To no one’s surprise he won a Nobel Prize in 1938.

He made friends easily and inspired passionate loyalty. Those who knew him wept openly when they learned of his premature death at the age of fifty-three. Newspapers around the world carried his death on their front pages, befitting his status as one of the most famous scientists of his day.

His name was Enrico Fermi.

THE ARC OF HIS LIFE IS QUICKLY SUMMARIZED. BORN IN ROME AT the turn of the century, he was a child prodigy, and by the time he arrived at university he had mastered all of classical physics. Because no one in Italy was teaching relativity or quantum theory, Fermi spent his university education teaching himself these subjects; when he graduated he had already published in professional journals. After graduation he studied briefly in Germany and in Holland, returned to the University of Rome for a period as a lecturer, and then won a position at the University of Florence, where he made his first, and some say most important contribution—a method to bring quantum mechanical rules into the field of statistical mechanics. Two years later he won a competition for a professorship in theoretical physics at the University of Rome under his powerful mentor, Orso Mario Corbino. He built one of the major international schools of modern physics and made several extraordinary contributions: a theory that explains a puzzling type of radioactive process called “beta decay”; the discovery that certain elements, when bombarded with neutrons, become radioactive; and the discovery that the intensity of this induced radioactivity increases when the neutrons are slowed down prior to hitting these elements.

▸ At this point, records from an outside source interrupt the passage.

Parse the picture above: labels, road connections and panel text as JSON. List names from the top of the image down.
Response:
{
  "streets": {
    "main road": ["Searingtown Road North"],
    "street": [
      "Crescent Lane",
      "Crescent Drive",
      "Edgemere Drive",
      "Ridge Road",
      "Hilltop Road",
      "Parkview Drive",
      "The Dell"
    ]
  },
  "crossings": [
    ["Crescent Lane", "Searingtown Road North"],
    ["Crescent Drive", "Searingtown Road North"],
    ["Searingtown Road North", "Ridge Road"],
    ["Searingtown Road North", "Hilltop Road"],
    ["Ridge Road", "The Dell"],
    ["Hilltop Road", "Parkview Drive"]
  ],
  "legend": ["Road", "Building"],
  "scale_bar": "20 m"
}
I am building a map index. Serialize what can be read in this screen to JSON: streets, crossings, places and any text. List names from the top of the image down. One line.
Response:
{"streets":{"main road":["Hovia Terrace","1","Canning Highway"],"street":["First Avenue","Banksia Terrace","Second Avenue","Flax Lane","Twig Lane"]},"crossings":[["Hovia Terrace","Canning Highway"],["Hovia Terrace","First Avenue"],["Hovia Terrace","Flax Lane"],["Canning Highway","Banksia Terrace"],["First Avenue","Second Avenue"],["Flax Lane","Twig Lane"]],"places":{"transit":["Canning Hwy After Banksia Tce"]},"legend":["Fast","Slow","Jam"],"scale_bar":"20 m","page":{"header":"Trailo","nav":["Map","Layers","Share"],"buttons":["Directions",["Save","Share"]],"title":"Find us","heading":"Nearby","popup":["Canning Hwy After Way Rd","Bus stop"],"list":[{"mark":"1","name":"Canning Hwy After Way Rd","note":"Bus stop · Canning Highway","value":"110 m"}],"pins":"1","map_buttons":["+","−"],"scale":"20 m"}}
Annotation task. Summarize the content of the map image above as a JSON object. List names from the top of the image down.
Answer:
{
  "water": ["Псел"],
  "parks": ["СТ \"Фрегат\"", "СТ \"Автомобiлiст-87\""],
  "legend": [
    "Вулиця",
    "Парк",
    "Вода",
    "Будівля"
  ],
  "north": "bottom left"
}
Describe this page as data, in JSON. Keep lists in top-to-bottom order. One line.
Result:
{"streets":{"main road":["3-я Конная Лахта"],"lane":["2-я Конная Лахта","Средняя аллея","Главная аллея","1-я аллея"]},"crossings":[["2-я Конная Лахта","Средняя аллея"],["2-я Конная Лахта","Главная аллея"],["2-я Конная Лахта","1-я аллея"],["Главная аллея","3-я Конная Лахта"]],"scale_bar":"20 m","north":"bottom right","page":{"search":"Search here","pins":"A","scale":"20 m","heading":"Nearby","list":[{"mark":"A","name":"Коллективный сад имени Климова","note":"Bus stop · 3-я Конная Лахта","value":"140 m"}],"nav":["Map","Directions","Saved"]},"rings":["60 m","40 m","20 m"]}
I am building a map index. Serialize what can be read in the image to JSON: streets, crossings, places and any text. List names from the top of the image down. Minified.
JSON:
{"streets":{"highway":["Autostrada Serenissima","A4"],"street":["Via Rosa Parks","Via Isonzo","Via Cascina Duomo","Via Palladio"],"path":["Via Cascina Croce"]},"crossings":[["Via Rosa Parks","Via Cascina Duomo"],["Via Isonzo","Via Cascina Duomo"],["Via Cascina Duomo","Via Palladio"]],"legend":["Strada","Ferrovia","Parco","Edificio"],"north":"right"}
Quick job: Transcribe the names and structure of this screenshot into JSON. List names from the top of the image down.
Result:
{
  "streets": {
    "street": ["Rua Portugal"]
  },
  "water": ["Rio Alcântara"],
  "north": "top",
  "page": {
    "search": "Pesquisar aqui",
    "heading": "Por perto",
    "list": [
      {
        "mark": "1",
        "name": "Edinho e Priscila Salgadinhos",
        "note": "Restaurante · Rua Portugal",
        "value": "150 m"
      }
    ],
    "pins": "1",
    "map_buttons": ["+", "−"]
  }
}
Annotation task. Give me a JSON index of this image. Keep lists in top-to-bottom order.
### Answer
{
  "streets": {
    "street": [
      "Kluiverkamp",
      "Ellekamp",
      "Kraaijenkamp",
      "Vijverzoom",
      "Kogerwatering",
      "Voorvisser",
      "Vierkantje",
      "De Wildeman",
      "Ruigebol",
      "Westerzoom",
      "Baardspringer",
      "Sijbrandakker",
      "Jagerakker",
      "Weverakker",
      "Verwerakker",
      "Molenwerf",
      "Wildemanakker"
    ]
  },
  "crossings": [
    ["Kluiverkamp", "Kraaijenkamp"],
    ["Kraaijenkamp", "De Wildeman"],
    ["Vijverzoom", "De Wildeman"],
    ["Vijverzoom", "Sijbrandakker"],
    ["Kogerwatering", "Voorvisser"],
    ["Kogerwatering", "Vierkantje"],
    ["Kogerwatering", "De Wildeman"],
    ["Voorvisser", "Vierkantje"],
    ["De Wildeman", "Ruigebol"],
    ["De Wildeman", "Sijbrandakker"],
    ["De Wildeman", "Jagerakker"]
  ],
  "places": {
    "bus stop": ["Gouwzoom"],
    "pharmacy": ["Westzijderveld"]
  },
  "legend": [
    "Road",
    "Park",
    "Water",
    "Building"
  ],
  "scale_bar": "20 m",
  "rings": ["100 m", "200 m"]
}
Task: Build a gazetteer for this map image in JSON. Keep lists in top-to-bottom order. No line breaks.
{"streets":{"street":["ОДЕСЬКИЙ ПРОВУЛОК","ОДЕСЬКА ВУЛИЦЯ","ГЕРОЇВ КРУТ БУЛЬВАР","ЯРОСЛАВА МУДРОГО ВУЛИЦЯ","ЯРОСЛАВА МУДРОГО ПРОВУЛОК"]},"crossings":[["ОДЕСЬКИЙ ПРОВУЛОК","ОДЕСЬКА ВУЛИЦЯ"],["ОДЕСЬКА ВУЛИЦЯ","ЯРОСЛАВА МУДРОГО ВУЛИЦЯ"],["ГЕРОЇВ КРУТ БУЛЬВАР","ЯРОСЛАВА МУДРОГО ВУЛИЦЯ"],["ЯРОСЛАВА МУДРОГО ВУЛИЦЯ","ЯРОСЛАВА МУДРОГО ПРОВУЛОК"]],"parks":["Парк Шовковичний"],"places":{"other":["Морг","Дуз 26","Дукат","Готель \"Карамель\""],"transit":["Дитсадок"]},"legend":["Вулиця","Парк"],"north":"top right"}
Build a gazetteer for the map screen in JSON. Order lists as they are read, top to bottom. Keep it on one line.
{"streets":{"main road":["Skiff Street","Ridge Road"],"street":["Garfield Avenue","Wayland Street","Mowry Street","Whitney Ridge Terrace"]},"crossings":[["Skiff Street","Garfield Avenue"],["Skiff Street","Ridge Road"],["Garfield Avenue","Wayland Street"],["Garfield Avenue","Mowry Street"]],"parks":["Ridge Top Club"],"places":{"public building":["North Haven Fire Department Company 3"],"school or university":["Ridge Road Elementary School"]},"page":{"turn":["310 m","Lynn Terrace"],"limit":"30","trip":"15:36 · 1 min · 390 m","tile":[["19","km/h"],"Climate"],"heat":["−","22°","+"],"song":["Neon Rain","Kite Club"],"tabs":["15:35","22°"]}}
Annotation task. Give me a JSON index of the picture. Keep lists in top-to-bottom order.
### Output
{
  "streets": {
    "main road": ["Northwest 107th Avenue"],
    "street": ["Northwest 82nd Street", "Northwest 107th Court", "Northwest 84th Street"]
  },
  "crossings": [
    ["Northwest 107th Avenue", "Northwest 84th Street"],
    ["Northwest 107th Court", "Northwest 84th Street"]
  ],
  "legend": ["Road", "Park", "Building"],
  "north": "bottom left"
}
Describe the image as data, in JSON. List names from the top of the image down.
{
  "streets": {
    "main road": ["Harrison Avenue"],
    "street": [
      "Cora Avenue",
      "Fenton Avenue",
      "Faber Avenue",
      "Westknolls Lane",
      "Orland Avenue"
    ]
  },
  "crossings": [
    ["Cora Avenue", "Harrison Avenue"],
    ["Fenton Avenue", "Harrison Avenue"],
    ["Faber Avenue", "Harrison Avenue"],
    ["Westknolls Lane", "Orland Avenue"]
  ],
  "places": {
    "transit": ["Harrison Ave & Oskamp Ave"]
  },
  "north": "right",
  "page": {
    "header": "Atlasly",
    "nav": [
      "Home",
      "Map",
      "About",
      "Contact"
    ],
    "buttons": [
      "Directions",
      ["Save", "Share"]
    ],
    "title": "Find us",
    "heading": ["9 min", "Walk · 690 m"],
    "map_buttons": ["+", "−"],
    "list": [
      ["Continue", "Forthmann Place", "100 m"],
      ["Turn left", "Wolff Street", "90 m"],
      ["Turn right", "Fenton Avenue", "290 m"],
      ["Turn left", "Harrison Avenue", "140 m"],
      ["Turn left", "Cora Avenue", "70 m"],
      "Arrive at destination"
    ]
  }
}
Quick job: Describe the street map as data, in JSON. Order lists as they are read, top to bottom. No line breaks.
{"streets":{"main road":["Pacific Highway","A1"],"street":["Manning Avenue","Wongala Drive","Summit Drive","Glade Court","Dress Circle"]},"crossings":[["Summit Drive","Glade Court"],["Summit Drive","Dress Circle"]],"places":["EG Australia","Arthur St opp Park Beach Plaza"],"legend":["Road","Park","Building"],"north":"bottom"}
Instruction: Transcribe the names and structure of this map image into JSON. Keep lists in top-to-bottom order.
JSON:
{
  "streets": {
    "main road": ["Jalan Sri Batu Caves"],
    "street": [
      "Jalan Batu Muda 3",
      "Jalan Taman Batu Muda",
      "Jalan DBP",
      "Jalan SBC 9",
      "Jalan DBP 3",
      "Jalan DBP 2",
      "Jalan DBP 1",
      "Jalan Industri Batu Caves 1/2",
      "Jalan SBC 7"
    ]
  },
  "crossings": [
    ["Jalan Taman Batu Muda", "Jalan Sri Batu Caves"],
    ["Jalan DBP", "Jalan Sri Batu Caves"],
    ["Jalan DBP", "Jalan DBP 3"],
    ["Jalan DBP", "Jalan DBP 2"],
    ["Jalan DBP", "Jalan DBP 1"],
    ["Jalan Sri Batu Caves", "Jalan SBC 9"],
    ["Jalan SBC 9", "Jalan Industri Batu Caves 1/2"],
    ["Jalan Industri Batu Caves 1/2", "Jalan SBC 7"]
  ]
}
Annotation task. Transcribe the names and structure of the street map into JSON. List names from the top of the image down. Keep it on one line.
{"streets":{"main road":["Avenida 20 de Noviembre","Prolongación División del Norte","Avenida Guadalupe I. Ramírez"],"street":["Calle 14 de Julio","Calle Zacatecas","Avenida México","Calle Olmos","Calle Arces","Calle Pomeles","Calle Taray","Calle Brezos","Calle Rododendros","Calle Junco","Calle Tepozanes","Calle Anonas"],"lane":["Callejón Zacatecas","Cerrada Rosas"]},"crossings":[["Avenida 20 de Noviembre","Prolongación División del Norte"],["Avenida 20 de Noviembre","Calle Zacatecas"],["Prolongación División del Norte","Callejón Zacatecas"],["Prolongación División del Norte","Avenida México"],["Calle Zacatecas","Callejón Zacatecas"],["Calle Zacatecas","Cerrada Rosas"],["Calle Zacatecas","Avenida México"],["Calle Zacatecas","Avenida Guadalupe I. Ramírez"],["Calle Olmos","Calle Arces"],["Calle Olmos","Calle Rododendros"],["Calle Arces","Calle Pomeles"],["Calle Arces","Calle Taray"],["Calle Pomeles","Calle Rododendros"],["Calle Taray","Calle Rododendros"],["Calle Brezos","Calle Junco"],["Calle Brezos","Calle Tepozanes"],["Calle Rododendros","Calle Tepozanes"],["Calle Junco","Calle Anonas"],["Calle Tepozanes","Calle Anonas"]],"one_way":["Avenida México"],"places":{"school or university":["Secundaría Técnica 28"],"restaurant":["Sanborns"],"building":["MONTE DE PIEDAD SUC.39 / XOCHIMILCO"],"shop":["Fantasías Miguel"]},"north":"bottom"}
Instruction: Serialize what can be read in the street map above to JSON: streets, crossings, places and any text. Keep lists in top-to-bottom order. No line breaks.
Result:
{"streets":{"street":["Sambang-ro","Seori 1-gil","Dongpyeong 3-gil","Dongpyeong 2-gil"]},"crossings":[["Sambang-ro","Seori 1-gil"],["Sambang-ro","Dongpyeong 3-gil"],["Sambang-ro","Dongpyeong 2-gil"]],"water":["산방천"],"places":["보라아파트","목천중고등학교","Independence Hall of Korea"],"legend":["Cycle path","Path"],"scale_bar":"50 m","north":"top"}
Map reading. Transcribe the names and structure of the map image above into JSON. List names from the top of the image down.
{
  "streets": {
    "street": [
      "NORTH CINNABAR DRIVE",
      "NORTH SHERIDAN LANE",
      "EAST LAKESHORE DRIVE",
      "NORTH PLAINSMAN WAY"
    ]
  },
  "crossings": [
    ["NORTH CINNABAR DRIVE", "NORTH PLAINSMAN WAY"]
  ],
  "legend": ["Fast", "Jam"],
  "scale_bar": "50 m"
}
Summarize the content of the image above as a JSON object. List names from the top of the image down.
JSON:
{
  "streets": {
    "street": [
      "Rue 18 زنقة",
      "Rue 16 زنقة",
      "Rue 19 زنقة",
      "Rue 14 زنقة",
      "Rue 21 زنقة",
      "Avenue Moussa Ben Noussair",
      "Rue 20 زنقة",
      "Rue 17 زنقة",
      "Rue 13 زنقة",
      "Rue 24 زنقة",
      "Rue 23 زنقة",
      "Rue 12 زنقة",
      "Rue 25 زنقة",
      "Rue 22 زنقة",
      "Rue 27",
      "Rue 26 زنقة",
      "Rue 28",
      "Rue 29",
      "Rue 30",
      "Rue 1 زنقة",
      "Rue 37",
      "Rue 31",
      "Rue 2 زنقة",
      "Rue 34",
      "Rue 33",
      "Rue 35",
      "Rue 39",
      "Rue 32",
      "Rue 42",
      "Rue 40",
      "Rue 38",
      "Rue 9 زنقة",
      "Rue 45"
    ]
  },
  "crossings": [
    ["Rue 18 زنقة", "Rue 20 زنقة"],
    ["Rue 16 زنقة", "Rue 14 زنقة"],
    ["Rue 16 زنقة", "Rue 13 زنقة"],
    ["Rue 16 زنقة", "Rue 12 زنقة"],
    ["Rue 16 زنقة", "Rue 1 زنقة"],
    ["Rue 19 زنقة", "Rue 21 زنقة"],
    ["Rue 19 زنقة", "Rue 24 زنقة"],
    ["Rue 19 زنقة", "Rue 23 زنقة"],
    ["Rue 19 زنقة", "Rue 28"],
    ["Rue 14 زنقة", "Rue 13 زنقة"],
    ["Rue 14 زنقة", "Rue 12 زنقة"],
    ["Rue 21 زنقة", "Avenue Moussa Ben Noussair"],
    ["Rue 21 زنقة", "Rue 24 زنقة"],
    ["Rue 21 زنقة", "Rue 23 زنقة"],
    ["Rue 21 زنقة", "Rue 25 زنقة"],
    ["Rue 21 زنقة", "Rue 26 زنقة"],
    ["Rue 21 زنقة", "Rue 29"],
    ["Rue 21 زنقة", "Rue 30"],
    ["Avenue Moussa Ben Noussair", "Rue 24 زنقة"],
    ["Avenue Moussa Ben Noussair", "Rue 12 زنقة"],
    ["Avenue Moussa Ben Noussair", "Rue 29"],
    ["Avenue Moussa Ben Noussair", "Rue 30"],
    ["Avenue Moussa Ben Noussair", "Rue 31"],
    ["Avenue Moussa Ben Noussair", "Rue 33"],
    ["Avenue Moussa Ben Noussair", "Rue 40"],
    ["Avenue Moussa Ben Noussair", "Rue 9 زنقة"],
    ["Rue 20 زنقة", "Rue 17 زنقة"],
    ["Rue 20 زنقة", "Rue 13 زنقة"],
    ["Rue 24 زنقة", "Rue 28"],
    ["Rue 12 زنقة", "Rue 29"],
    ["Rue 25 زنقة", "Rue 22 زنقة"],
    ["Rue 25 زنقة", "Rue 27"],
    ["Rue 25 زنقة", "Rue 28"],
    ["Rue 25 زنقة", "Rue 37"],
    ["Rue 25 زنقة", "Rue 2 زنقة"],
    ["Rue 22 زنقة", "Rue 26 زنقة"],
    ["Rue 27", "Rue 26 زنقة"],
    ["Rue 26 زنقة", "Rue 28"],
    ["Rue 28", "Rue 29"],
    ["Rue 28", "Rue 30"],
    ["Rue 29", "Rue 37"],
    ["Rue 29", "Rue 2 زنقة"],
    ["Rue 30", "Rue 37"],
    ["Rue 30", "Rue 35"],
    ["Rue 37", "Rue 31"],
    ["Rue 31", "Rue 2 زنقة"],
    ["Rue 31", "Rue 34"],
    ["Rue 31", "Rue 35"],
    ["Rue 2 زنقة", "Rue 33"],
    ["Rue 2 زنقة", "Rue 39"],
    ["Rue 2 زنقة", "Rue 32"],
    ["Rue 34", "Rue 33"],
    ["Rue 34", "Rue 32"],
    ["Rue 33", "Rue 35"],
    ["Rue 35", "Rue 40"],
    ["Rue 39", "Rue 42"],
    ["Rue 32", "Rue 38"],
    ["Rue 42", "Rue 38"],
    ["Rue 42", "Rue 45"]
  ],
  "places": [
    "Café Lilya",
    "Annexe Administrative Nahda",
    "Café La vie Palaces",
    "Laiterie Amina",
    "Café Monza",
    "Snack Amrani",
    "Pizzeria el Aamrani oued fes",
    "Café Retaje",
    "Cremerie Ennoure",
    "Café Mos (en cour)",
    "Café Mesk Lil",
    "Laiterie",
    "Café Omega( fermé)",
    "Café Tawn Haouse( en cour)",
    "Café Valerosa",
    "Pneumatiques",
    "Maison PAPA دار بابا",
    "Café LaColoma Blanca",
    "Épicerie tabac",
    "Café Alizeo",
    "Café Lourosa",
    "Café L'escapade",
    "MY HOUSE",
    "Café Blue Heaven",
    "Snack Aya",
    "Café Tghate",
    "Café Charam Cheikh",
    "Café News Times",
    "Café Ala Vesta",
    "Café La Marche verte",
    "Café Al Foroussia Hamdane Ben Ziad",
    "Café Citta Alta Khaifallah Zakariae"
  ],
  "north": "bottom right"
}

He chose the opportunity of his Nobel Prize in 1938 to leave fascist Italy via Stockholm for a faculty position at Columbia University. Shortly thereafter he learned, to his astonishment and embarrassment, that German scientists replicating his 1934 experiments bombarding uranium with neutrons concluded Fermi had been splitting uranium atoms without knowing it. With this knowledge, he and Hungarian émigré Leo Szilard began to explore the possibility of creating a sustained nuclear chain reaction with uranium. After moving the project to the University of Chicago at the request of the US government, Fermi and a large team of fellow physicists and others succeeded in doing so on December 2, 1942, officially ushering in the nuclear age. He was a central figure in the design of plutonium production reactors for the Manhattan Project and in the summer of 1944 moved to Los Alamos, where the first atomic bombs were designed and built. He played a key role in solving the many theoretical and practical problems involved in this final phase of the Manhattan Project. He witnessed the first detonation of an atomic bomb, known as the Trinity test, at Alamogordo, New Mexico, on July 16, 1945.

After the war, Fermi returned to the University of Chicago, where he continued research in nuclear physics and pioneered high-energy physics experiments on Chicago’s new particle accelerator. He spent summers at Los Alamos working on the hydrogen bomb, known as “the Super,” and pioneering the use of computers for simulating complex physics problems. He also studied cosmic rays and astrophysics and took on a full teaching load at the University of Chicago, eventually advising a string of future Nobel laureates and many others who went on to brilliant, high-profile careers. During this period, he advised the US government on all aspects of nuclear technology policy and came to the defense of his Manhattan Project colleague J. Robert Oppenheimer during 1954 hearings on the latter’s security clearance. Fermi died of stomach cancer in November 1954 at the age of fifty-three, leaving behind an indelible mark on virtually every aspect of physics.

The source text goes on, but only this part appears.